The ICU doctor came and when he saw Toby said they needed to be moved to the ICU. Since going down there Toby's breathing became worse and he was having a lot of apnea episodes. He was put on C-PAP (which provides a constant flow of air into his nose to support his breathing). Since being put on C-PAP, he has perked up a bit and is sucking on his pacifier again.

The doctors have been doing a lot of tests on his blood and have found out that his sodium levels are low. They will start him on a saline solution. Toby will also have a PICC line put in for precautionary antibiotics. An EEG will probably be done to make sure there is no seizure activity going on that they don't know about.

This is all I know at this point. I hope to finish my conversation with Carrie when she gets a moment and then I will update the webpage again. Thank you so much for praying! It means a lot to them!

Prayers Needed - Toby not doing well

Toby needs God's intervention! Bruce just called and said things have declined in the last 24 hours! They tried to do the MRI (without sedation), but Toby was moving his head too much. The plan is to do it tomorrow under general anesthesia.

He has become very lethargic. Not moving his arms or legs and hardly keeping his eyes open. They are having trouble regulating his temperature (it has been so low the thermometer doesn't even read it). His blood pressure has been incredibly high. Last night it read 140/80. I think the nurse told us that most babies this age have a blood pressure of around 70/40. All I know is that Toby's is VERY high. Carrie and Bruce were going to consult with the neurologists again and they were also talking to a respiratory therapist when Bruce called.

We really need to lift this little guy up in prayer! I remember when Toby was born how many people were praying and things went so smoothly. When you read this update, please pray!

Vocal Cord Scope

This is Erika again (sorry if this is confusing). I visited Carrie and Toby this afternoon. While I was there they had a consult with Neurology. The neurologists want to do an MRI tomorrow to see what is going on with the "Chiari" malformtion in his brain. This malformation causes part of his brain to compress into the brain stem and spinal canal.

The Ear/Nose/Throat doctors also came and did a scope of Toby's vocal cords. They inserted a long, thin camera through his nose. This did not make him very happy! Carrie and I were able to watch his vocal cords in action. Afterwards, the doctor replayed the tape for us and explained the things we were seeing. First of all, there is some cartilage that is usually taut, but in Toby's case is swollen and flopping over his airway. The right vocal cord is not working as well as the left and when the vocal cords are supposed to be open, they close and when they are supposed to close, they sometimes open. Basically, the conclusion was that the brain malformation was putting pressure on the nerve that controls the vocal cords and swallowing. The severity of this condition fluctuates. That's why sometimes his cry sounds better and why he has trouble breathing sometimes and not others. They will just have to monitor him and make sure it doesn't get any worse. When I left they had lowered his oxygen from .2 liters to .1 and he was doing great!

The MRI tomorrow will determine if he is eligible for surgery to "decompress" his brain. The neurosurgeons do this by removing some bone from his head. Then the brain has more room and isn't pushing on the nerve. Carrie isn't sure they perform that surgery on a baby as young as Toby, but they will find out tomorrow.

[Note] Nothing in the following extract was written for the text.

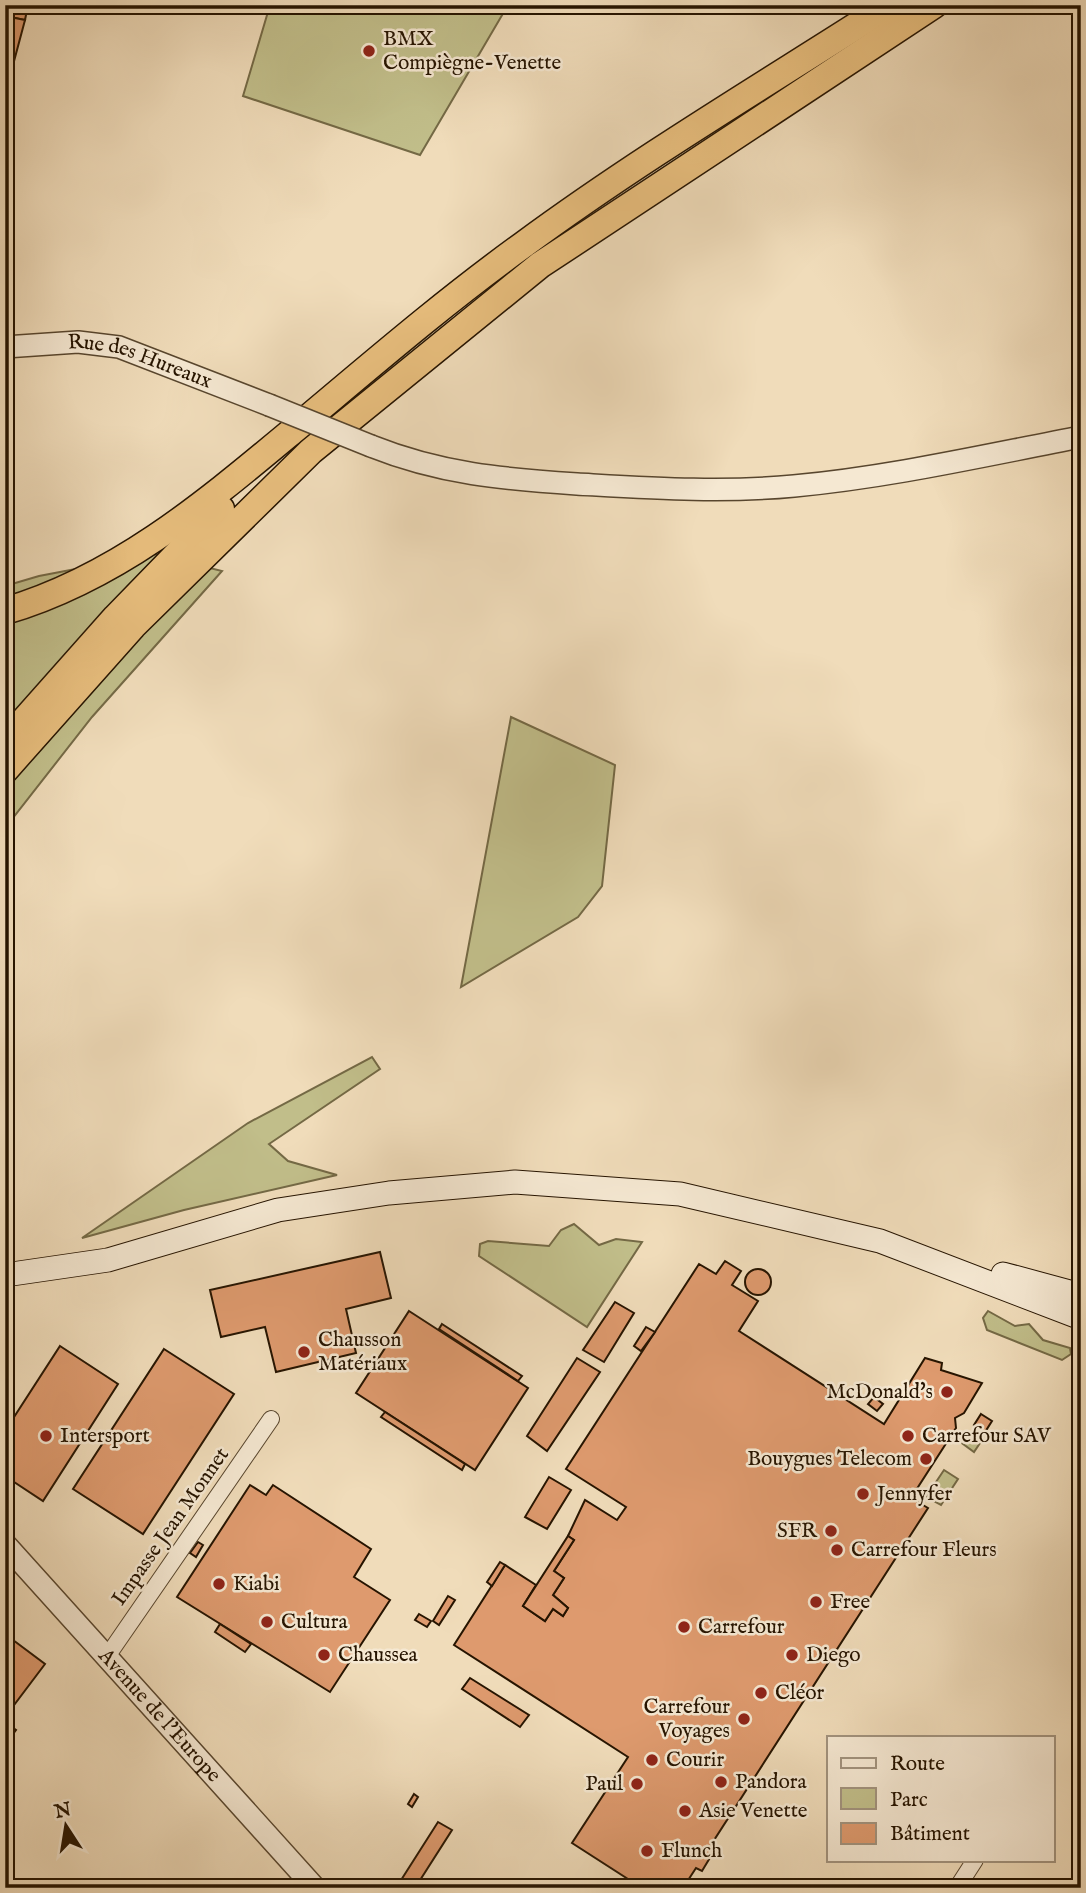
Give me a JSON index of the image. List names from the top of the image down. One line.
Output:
{"streets":{"street":["Rue des Hureaux","Impasse Jean Monnet","Avenue de l'Europe"]},"crossings":[["Impasse Jean Monnet","Avenue de l'Europe"]],"places":["BMX Compiègne-Venette","Chausson Matériaux","McDonald's","Intersport","Carrefour SAV","Bouygues Telecom","Jennyfer","SFR","Carrefour Fleurs","Kiabi","Free","Cultura","Carrefour","Chaussea","Diego","Cléor","Carrefour Voyages","Courir","Pandora","Paul","Asie Venette","Flunch"],"legend":["Route","Parc","Bâtiment"],"north":"top"}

Pray for wisdom as doctors discuss the options!

Believe Me Now

This is Carrie just wanting to write a quick update - I'm home, going to get some rest tonight. Toby has reflux and probably because of the spina bifida has trouble coordinating his sucking/swallowing reflex. When he eats he aspirates the milk into his lungs, which puts him at risk for infection. We have many questions for the doctor tomorrow about what this means, but so far they're treating it with the feeding tube through his nose. The good news, his oxygen level finally went up to 100%, and they were going to take him off of the extra oxygen tonight. They also think that his weak cry and loss of voice is due to the reflux affecting his vocal chords, causing them to be inflamed, etc.

Thank you for praying; it's been a rough day - feeling torn between home and the hospital. It's so hard not being able to feed Toby myself, he cries because he wants to eat and can't. Pray that he will either outgrow this problem, or be able to learn to eat by mouth again. God gave me some reassurance tonight through a song by Stephen Curtis Chapman called Believe Me Now. Here's a portion of the words.

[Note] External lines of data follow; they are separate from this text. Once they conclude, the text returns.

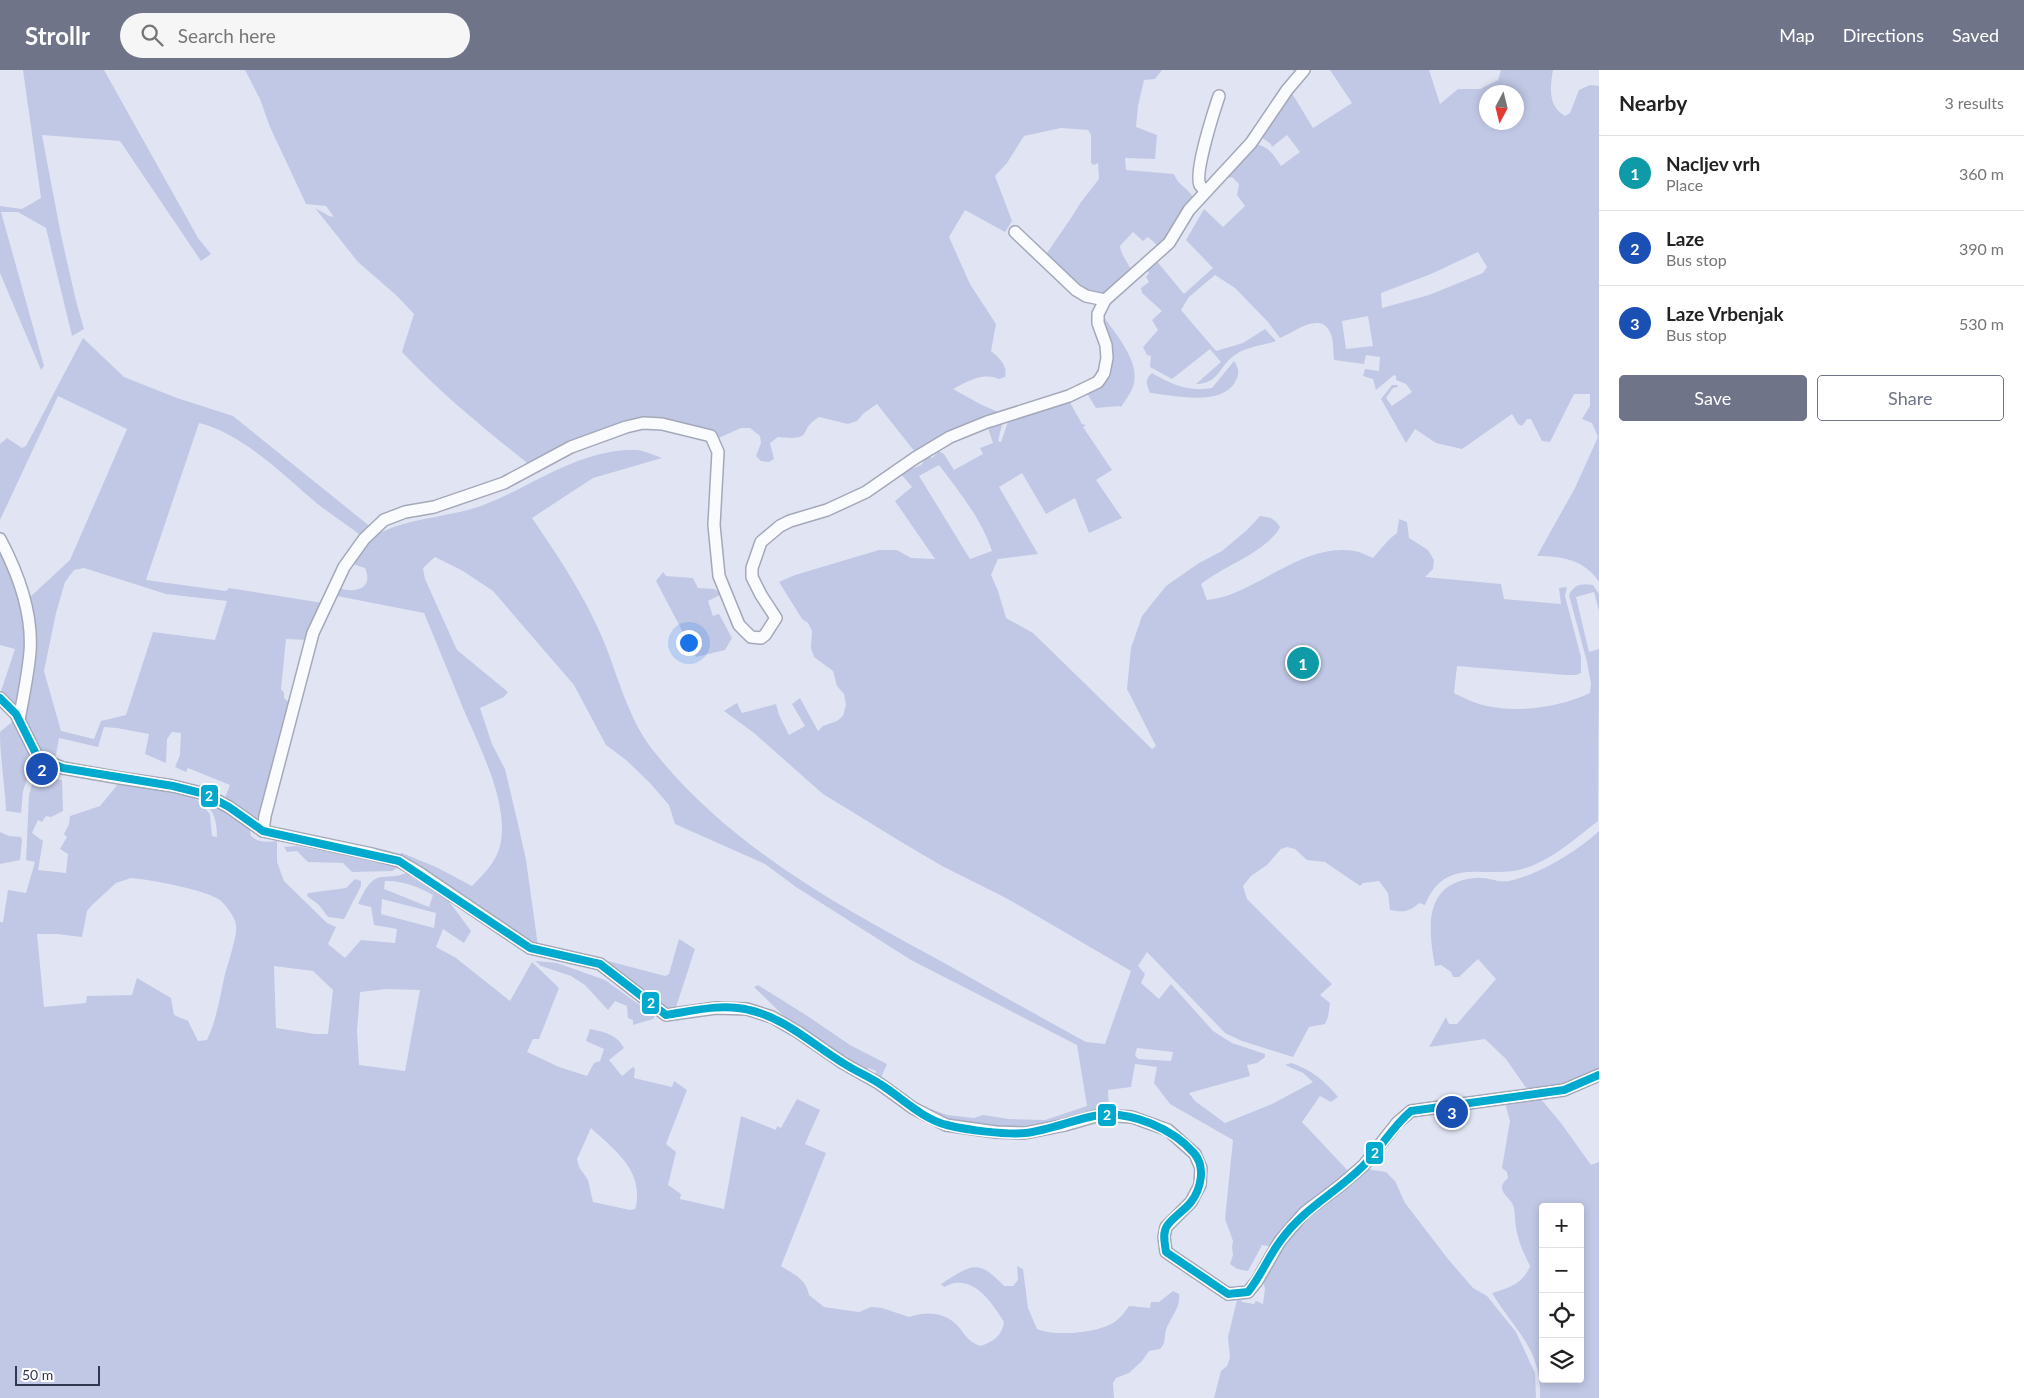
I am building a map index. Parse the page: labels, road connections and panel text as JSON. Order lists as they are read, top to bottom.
{
  "lines": ["transit line 2"],
  "scale_bar": "50 m",
  "north": "bottom",
  "page": {
    "header": "Strollr",
    "search": "Search here",
    "nav": ["Map", "Directions", "Saved"],
    "heading": ["Nearby", "3 results"],
    "list": [
      {
        "mark": "1",
        "name": "Nacljev vrh",
        "note": "Place",
        "value": "360 m"
      },
      {
        "mark": "2",
        "name": "Laze",
        "note": "Bus stop",
        "value": "390 m"
      },
      {
        "mark": "3",
        "name": "Laze Vrbenjak",
        "note": "Bus stop",
        "value": "530 m"
      }
    ],
    "buttons": ["Save", "Share"],
    "pins": ["1", "2", "3"],
    "map_buttons": ["+", "−"],
    "scale": "50 m"
  }
}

I am the One who waved my hand and split the ocean I am the One who spoke the words and raised the dead And I've loved you long before I set the world in motion I know all the fears you're feeling now But do you remember who I am? Do you? So believe Me now; Believe it's true/I never have, I never will abandon you. And the God that I have always been, I will forever be, So believe me now I am the God Who never wastes a single hurt, that you endure; My words are true and all my promises are sure, So believe me now!

We continue to trust God! Good night.

Aspirating and a Nasal Feeding Tube

Today has been full of ups and downs. First, the swallow study was postponed until tomorrow. An Occupational Therapist came and watched Toby nurse. She felt like he was swallowing. His oxygen dropped at one point during nursing and so the OT showed Carrie what to listen for so she could let Toby rest during those times. Bruce and Carrie felt pretty comfortable leaving Toby for a few hours. Carrie was able to go home and get some rest. While at home she got a call that there was an opening for a swallow study and so Toby had been taken down to radiology. In the study they found that he was aspirating a lot of what he ate. The decision then needed to be made whether to put a nasal feeding tube in. They decided to go ahead with it.

So, in summary, Toby has a feeding tube from his nose to his stomach and he is still on oxygen. The doctors still don't know exactly what's going on and will probably do a bronchial scope to find out what his airway looks like.

Pray for Bruce as he takes a turn staying the night with Toby. Also, pray that Carrie would get a great night of rest at home. Pray for Conor and Garrett as this is hard on them as well.

Readmitted

It's Erika updating (11:46 am)
Last night Toby started having some problems when he ate. Milk would come out of his nose and at least one time he had projectile vomit. Of course the first concern is that his shunt is malfunctioning. Then this morning he was having a little trouble breathing and his cry was really weak. Carrie and Bruce decided to take Toby to the ER to get things checked out. I just got a phone call from Bruce and the doctors have ruled out problems with the shunt. Their thoughts right now are that he has a respiratory virus like RSV or bronchitis. Toby is going to be kept over night for evaluation. They will decide tomorrow what to do next. Thankfully, the doctors don't seem overly concerned, they just want to keep an eye on him.

(9:00 pm)

I just got off the phone with Carrie and so I thought I would write an update. She said Toby's RSV test came back negative. His lungs sound good, but he is still having some problems keeping his oxygen saturation numbers up and so they have put him on oxygen. Because his lungs sound good, but his cry is weak and he is obviously having trouble breathing, the doctors think there may be some swelling in his trachea.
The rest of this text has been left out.